For each feature, use formula 
```
x_scaled = (x - min) / (max - min)
```
where min and max are the minimum and maximum values of the feature in the training set.

In [None]:
scaler = preprocessing.MinMaxScaler()
X_train_scaled = scaler.fit_transform(X_train)
X_test_scaled = scaler.transform(X_test)

In [None]:
# Inspect the data after scaling
fig, ax = plt.subplots(figsize=(15,5))
ax.boxplot(X_train_scaled)
ax.set_xticks(range(1, X_train_scaled.shape[1] + 1))
_ = ax.set_xticklabels(feature_names, rotation=60)

## Train a model



In [None]:
# Without scaling

clf = LinearRegression()
clf.fit(X_train, y_train)
fit_r2 = clf.score(X_train, y_train)
y_pred = clf.predict(X_test)
mse_pred = mean_squared_error(y_test, y_pred)

fig, ax = plt.subplots()
y_min = np.min(y_test)
y_max = np.max(y_test)
ax.plot([y_min, y_max], [y_min, y_max], 'k--')
ax.plot(y_test, y_pred, 'o', alpha=0.3)
ax.set_xlabel('True Value')
ax.set_ylabel('Predicted Value')

print('Model Coefficients')
for fn, coef in zip(feature_names, clf.coef_):
    print('%10s: %.2f' % (fn, coef))
print('\nFit R^2 = %.2f, prediction MSE = %.5f' % (fit_r2, mse_pred))

In [None]:
# With scaling

clf = LinearRegression()
clf.fit(X_train_scaled, y_train)
fit_r2 = clf.score(X_train_scaled, y_train)
y_pred = clf.predict(X_test_scaled)
scaled_mse_pred = mean_squared_error(y_test, y_pred)

fig, ax = plt.subplots()
y_min = np.min(y_test)
y_max = np.max(y_test)
ax.plot([y_min, y_max], [y_min, y_max], 'k--')
ax.plot(y_test, y_pred, 'o', alpha=0.3)
ax.set_xlabel('True Value')
ax.set_ylabel('Predicted Value')

print('Model Coefficients')
for fn, coef in zip(feature_names, clf.coef_):
    print('%10s: %.2f' % (fn, coef))
print('\nFit R^2 = {0:.2f}, prediction MSE = {1:.5f}, prediction MSE reduction = {2:.5f}%'.format(
      fit_r2, scaled_mse_pred, (mse_pred - scaled_mse_pred) / mse_pred * 100))

## Regularize features

Use lasso with L1 norm to penalize non-zero coefficients.

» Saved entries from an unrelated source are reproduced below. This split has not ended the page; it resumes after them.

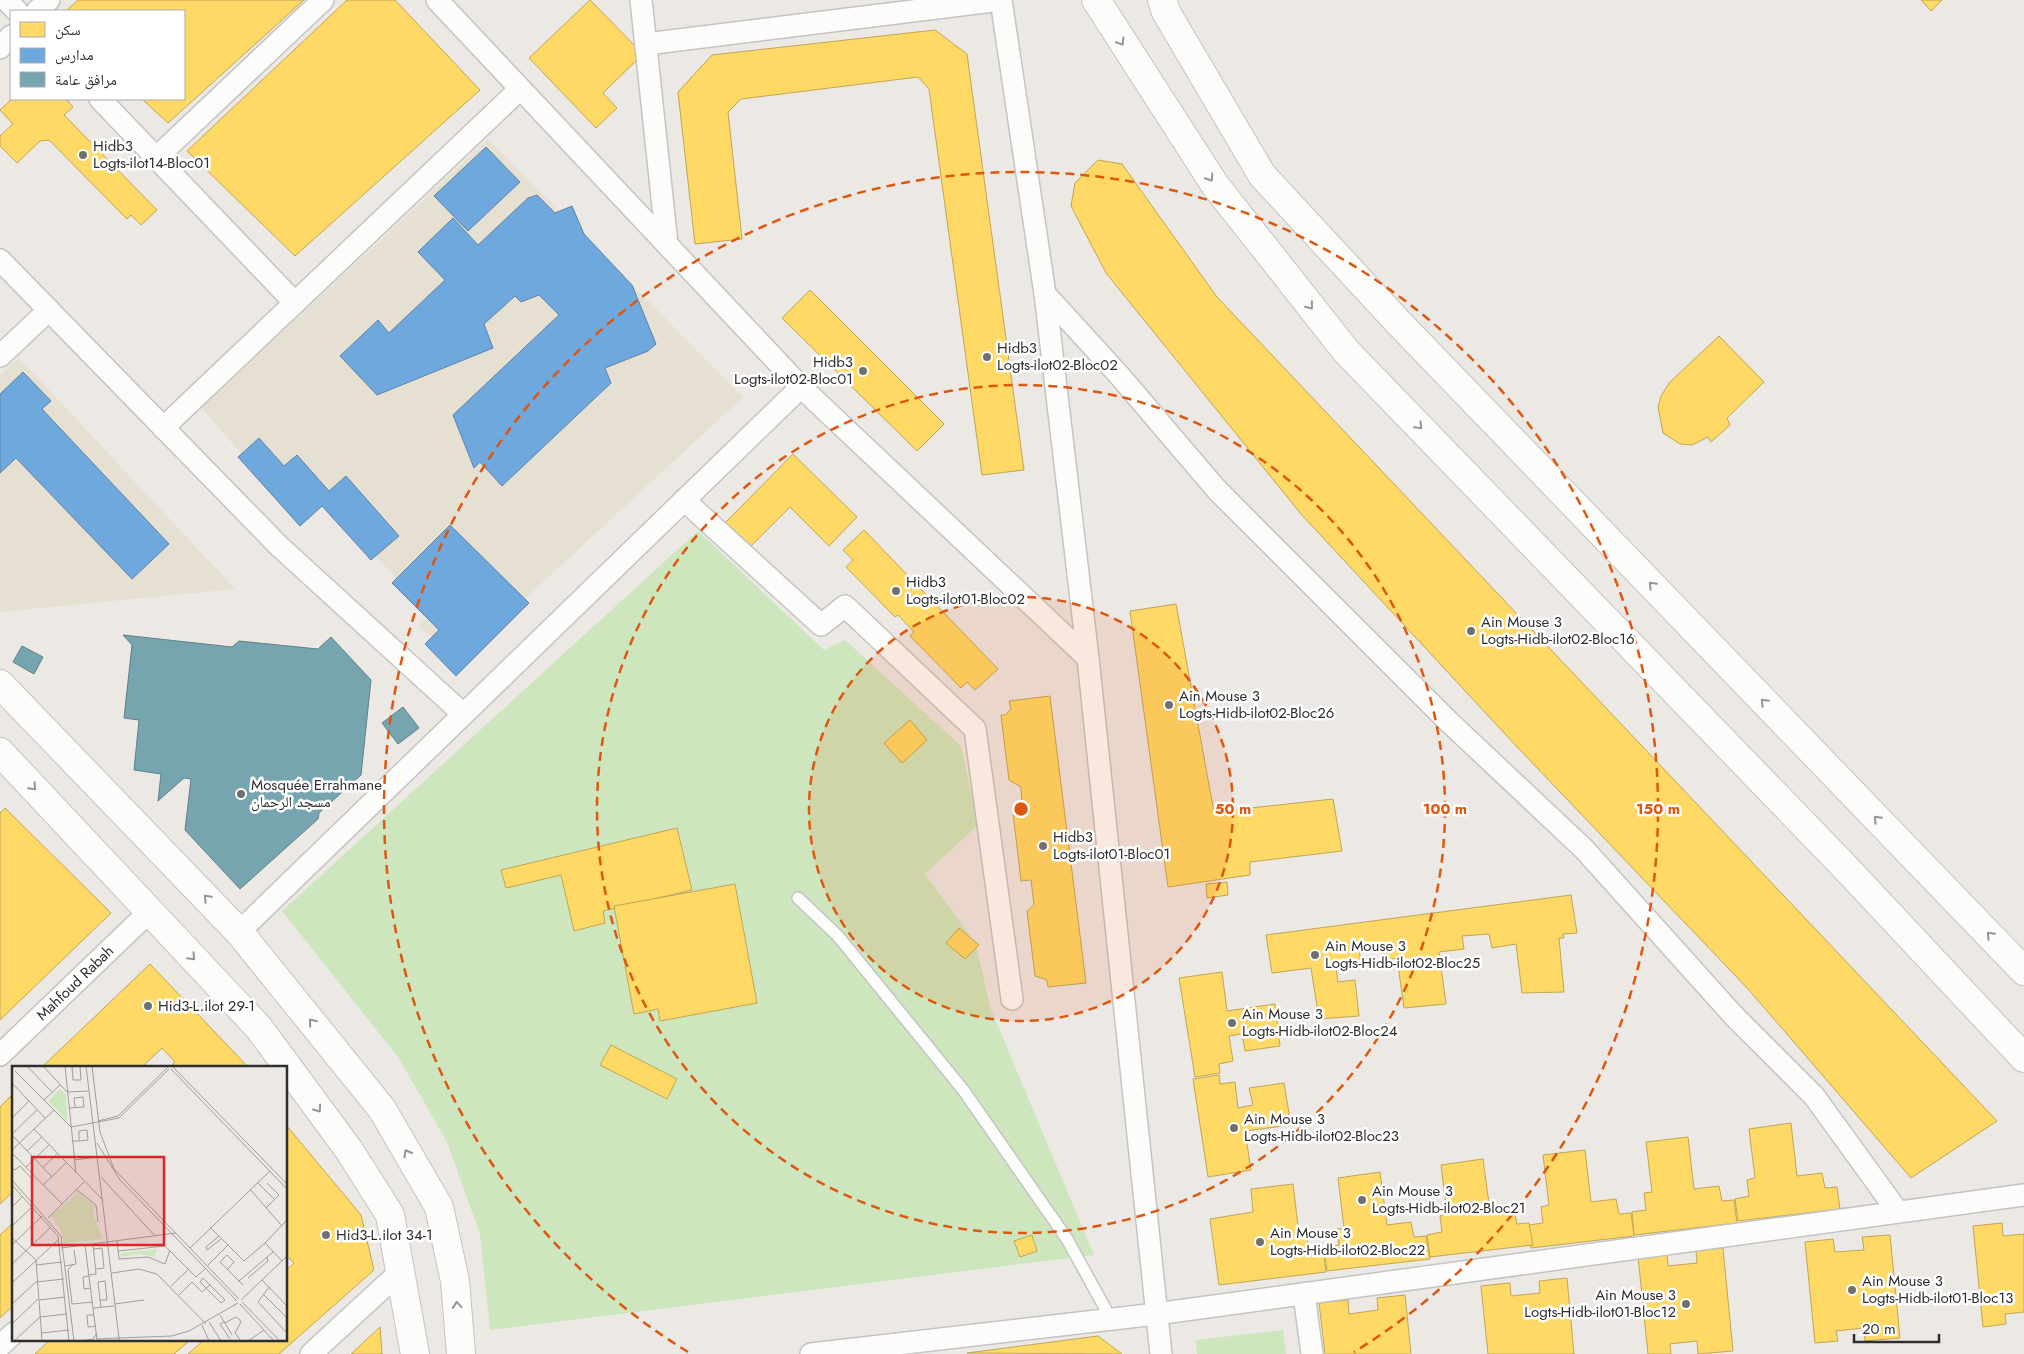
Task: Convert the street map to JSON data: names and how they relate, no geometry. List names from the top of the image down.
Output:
{
  "streets": {
    "street": ["Mahfoud Rabah"]
  },
  "places": [
    "Hidb3 Logts-ilot14-Bloc01",
    "Hidb3 Logts-ilot02-Bloc02",
    "Hidb3 Logts-ilot02-Bloc01",
    "Hidb3 Logts-ilot01-Bloc02",
    "Ain Mouse 3 Logts-Hidb-ilot02-Bloc16",
    "Ain Mouse 3 Logts-Hidb-ilot02-Bloc26",
    "Mosquée Errahmane مسجد الرحمان",
    "Hidb3 Logts-ilot01-Bloc01",
    "Ain Mouse 3 Logts-Hidb-ilot02-Bloc25",
    "Hid3-L.ilot 29-1",
    "Ain Mouse 3 Logts-Hidb-ilot02-Bloc24",
    "Ain Mouse 3 Logts-Hidb-ilot02-Bloc23",
    "Ain Mouse 3 Logts-Hidb-ilot02-Bloc21",
    "Hid3-L.ilot 34-1",
    "Ain Mouse 3 Logts-Hidb-ilot02-Bloc22",
    "Ain Mouse 3 Logts-Hidb-ilot01-Bloc13",
    "Ain Mouse 3 Logts-Hidb-ilot01-Bloc12"
  ],
  "legend": ["سكن", "مدارس", "مرافق عامة"],
  "scale_bar": "20 m",
  "rings": ["50 m", "100 m", "150 m"]
}
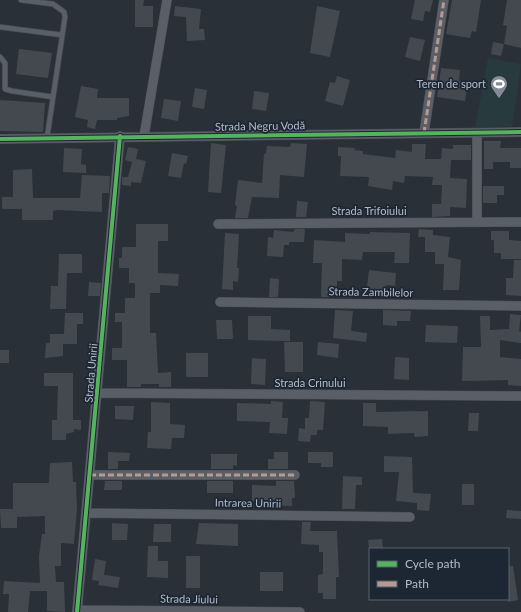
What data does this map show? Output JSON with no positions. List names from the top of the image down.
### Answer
{
  "streets": {
    "street": [
      "Strada Negru Vodă",
      "Strada Trifoiului",
      "Strada Zambilelor",
      "Strada Unirii",
      "Strada Crinului",
      "Intrarea Unirii",
      "Strada Jiului"
    ]
  },
  "crossings": [
    ["Strada Negru Vodă", "Strada Unirii"],
    ["Strada Unirii", "Strada Crinului"],
    ["Strada Unirii", "Intrarea Unirii"],
    ["Strada Unirii", "Strada Jiului"]
  ],
  "places": {
    "sports": ["Teren de sport"]
  },
  "legend": ["Cycle path", "Path"]
}
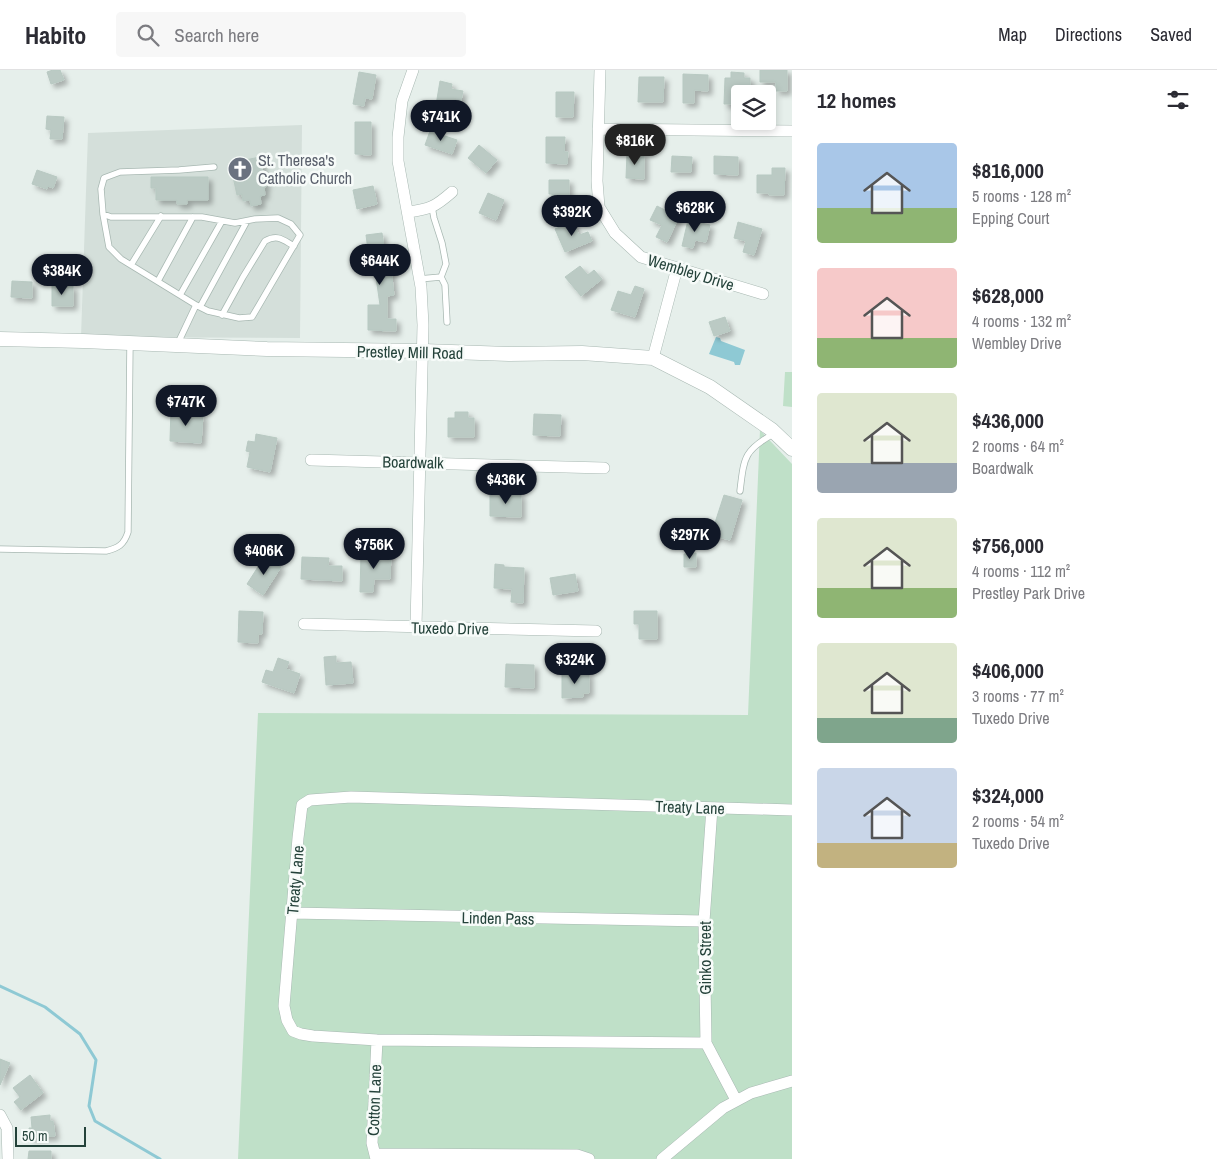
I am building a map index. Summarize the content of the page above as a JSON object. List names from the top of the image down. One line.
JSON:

It can effectively reduce the number of variables on which the model is dependent.

Objective function of lasso:
```
(1 / (2 * n_samples)) * ||y - Xw||^2_2 + alpha * ||w||_1
```

In [None]:
from sklearn.linear_model import Lasso

lasso = Lasso(alpha=90)
lasso.fit(X_train_scaled, y_train)
lasso_fit_r2 = lasso.score(X_train_scaled, y_train)
y_pred = lasso.predict(X_test_scaled)
lasso_mse_pred = mean_squared_error(y_test, y_pred)

fig, ax = plt.subplots()
y_min = np.min(y_test)
y_max = np.max(y_test)
ax.plot([y_min, y_max], [y_min, y_max], 'k--')
ax.plot(y_test, y_pred, 'o', alpha=0.3)
ax.set_xlabel('True Value')
ax.set_ylabel('Predicted Value')

print('Model Coefficients')
for fn, coef in zip(feature_names, lasso.coef_):
    print('%10s: %.2f' % (fn, coef))
print('\nFit R^2 = {0:.2f}, prediction MSE = {1:.5f}, prediction MSE reduction = {2:.5f}%'.format(
      lasso_fit_r2, lasso_mse_pred, (mse_pred - lasso_mse_pred) / mse_pred * 100))

## Find the best alpha

Use grid search to find the best alpha in lasso that gives the minimum test error.

In [None]:
alphas = [i for i in range(0, 200, 10)]
mse_pred_array = []
best_mse = sys.maxint
best_alpha = 0
for alpha in alphas:
    lasso = Lasso(alpha=alpha)
    lasso.fit(X_train_scaled, y_train)
    y_pred = lasso.predict(X_test_scaled)
    mse = mean_squared_error(y_test, y_pred)
    mse_pred_array.append(mse)
    if mse < best_mse:
        best_mse = mse
        best_alpha = alpha

fig, ax = plt.subplots()
y_min = np.min(mse_pred_array)
y_max = np.max(mse_pred_array)
ax.plot(alphas, mse_pred_array, '*-')
ax.set_xlabel('Alpha')
ax.set_ylabel('MSE')

print('\nBest alpha = {0}, best prediction MSE = {1:.5f}, reduction = {2:.4f}%'.format(
    best_alpha, best_mse, (mse_pred - best_mse) / mse_pred * 100))

## Bonus Point

* Try other normalization methods and compare the difference. 
* Convert the non-numeric features to binary features.